→ **What needs to be done**: Each line from the beginning of the entries below through the line that includes "width:28px; height:28px; translate:-50%" must be returned exactly as given.

═══ Input for this task

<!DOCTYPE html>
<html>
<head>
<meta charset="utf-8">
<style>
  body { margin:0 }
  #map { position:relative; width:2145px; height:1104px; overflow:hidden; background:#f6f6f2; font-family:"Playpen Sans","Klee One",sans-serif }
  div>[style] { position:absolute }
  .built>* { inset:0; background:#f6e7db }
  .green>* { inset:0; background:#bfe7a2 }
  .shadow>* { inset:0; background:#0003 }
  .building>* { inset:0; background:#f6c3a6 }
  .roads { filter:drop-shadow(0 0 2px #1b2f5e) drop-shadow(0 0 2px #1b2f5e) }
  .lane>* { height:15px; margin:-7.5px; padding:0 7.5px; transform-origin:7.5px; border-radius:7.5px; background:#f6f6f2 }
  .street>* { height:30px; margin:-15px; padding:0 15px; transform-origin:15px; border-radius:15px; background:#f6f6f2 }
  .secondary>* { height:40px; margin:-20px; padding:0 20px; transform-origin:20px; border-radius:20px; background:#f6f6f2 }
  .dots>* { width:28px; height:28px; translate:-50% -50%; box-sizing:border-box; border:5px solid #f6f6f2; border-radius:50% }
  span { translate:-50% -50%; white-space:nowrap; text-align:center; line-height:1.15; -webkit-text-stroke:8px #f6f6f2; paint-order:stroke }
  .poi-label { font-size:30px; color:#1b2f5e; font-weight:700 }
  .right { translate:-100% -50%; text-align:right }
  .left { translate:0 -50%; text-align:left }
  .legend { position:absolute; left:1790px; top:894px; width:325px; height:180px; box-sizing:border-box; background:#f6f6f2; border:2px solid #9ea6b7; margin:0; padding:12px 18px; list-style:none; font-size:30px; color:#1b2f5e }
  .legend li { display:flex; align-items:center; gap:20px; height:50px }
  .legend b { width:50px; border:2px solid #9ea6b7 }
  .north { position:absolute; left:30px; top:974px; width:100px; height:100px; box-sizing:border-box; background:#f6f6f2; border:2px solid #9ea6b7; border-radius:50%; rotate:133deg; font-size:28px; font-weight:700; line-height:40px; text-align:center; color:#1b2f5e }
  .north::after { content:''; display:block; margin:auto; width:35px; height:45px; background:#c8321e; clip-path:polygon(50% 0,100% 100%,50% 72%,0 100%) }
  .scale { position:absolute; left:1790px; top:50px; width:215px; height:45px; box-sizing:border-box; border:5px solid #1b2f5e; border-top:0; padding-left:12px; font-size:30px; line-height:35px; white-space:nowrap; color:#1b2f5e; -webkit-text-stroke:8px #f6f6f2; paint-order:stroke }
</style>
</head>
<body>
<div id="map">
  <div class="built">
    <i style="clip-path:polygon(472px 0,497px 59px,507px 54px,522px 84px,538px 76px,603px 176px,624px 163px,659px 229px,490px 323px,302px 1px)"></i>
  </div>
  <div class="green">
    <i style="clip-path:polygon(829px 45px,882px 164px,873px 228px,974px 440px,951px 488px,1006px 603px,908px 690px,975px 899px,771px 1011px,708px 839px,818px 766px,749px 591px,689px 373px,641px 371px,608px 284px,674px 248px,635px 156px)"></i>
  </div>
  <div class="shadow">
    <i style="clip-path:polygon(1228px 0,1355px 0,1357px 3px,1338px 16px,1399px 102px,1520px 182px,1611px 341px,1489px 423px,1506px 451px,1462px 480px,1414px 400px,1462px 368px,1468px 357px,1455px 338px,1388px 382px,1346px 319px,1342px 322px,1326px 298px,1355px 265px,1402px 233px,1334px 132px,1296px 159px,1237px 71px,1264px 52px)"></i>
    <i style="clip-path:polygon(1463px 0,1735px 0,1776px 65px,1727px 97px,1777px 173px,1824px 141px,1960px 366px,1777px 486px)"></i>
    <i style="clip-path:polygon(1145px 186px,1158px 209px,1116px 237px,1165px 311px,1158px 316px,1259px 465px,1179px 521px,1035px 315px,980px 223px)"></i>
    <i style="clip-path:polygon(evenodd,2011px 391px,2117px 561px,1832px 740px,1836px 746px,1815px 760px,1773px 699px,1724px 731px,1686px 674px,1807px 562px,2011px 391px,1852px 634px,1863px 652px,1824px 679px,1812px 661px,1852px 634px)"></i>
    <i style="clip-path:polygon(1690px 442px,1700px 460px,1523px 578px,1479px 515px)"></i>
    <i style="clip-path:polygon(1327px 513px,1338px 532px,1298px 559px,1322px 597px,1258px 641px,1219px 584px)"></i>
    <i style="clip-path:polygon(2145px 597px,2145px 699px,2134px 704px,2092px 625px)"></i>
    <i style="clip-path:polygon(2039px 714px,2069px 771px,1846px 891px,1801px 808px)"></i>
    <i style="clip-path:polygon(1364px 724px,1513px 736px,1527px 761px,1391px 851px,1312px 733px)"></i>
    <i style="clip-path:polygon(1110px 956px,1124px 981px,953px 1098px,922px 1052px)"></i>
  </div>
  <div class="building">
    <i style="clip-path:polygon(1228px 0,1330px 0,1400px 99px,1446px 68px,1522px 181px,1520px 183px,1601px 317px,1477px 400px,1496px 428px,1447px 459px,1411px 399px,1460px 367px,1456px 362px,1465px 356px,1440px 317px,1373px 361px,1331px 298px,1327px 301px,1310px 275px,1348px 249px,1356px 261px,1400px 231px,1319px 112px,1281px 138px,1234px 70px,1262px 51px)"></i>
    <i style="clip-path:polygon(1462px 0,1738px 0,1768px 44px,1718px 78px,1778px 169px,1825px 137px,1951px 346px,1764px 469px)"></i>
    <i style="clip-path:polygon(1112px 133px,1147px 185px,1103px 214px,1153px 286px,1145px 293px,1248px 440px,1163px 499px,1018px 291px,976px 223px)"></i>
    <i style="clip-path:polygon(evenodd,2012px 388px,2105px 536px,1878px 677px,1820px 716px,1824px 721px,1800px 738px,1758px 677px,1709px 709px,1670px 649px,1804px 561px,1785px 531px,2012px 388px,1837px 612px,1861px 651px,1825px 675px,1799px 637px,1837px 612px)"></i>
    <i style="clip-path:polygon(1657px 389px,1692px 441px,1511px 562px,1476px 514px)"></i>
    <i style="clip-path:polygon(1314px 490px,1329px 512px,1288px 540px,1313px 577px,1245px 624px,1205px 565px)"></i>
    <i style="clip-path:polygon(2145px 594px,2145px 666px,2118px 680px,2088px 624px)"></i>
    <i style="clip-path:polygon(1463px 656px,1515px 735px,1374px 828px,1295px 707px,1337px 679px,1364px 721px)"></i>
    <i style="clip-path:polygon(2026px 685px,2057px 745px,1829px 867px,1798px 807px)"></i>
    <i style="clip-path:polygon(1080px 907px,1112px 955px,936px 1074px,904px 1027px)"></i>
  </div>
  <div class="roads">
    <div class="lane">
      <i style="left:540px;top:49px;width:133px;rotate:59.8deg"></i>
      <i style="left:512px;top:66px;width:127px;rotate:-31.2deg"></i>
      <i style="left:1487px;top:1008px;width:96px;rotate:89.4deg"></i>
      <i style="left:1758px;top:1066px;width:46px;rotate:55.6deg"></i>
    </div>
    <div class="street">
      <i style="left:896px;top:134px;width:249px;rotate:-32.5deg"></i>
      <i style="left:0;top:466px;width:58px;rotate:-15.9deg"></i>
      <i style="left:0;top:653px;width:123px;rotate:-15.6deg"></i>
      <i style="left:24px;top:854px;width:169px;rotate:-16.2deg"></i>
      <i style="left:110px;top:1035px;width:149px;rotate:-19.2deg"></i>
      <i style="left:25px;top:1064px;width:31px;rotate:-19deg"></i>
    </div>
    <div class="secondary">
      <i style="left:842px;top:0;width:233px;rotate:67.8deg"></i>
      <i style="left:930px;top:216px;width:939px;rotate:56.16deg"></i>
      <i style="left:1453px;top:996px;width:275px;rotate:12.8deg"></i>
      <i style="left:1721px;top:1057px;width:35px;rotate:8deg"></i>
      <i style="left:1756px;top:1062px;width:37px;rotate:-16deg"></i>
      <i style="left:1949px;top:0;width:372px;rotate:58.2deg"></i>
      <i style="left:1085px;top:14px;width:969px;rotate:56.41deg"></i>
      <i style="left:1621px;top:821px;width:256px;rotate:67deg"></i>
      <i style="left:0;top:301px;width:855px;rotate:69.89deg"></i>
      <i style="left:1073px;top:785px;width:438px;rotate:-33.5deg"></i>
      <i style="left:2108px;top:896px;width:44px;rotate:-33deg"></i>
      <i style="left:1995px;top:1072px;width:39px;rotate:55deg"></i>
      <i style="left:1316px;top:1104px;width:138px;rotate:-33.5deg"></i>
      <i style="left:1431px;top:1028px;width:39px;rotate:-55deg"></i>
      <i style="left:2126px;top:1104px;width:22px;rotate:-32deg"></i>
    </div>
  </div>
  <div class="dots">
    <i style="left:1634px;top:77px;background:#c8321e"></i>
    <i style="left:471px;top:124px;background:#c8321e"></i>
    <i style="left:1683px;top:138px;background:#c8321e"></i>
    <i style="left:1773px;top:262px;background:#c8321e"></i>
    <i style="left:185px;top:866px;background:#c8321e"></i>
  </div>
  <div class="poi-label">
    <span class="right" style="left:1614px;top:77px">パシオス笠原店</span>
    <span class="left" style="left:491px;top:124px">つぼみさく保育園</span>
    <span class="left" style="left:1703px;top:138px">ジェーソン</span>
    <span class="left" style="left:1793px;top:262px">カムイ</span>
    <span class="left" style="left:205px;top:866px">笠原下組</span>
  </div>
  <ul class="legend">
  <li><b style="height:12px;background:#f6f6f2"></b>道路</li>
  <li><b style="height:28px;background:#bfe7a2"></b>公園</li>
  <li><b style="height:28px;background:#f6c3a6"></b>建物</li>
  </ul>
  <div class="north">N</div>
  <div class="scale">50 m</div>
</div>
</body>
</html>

══════

→ **Finished task**:
<!DOCTYPE html>
<html>
<head>
<meta charset="utf-8">
<style>
  body { margin:0 }
  #map { position:relative; width:2145px; height:1104px; overflow:hidden; background:#f6f6f2; font-family:"Playpen Sans","Klee One",sans-serif }
  div>[style] { position:absolute }
  .built>* { inset:0; background:#f6e7db }
  .green>* { inset:0; background:#bfe7a2 }
  .shadow>* { inset:0; background:#0003 }
  .building>* { inset:0; background:#f6c3a6 }
  .roads { filter:drop-shadow(0 0 2px #1b2f5e) drop-shadow(0 0 2px #1b2f5e) }
  .lane>* { height:15px; margin:-7.5px; padding:0 7.5px; transform-origin:7.5px; border-radius:7.5px; background:#f6f6f2 }
  .street>* { height:30px; margin:-15px; padding:0 15px; transform-origin:15px; border-radius:15px; background:#f6f6f2 }
  .secondary>* { height:40px; margin:-20px; padding:0 20px; transform-origin:20px; border-radius:20px; background:#f6f6f2 }
  .dots>* { width:28px; height:28px; translate:-50% -50%; box-sizing:border-box; border:5px solid #f6f6f2; border-radius:50% }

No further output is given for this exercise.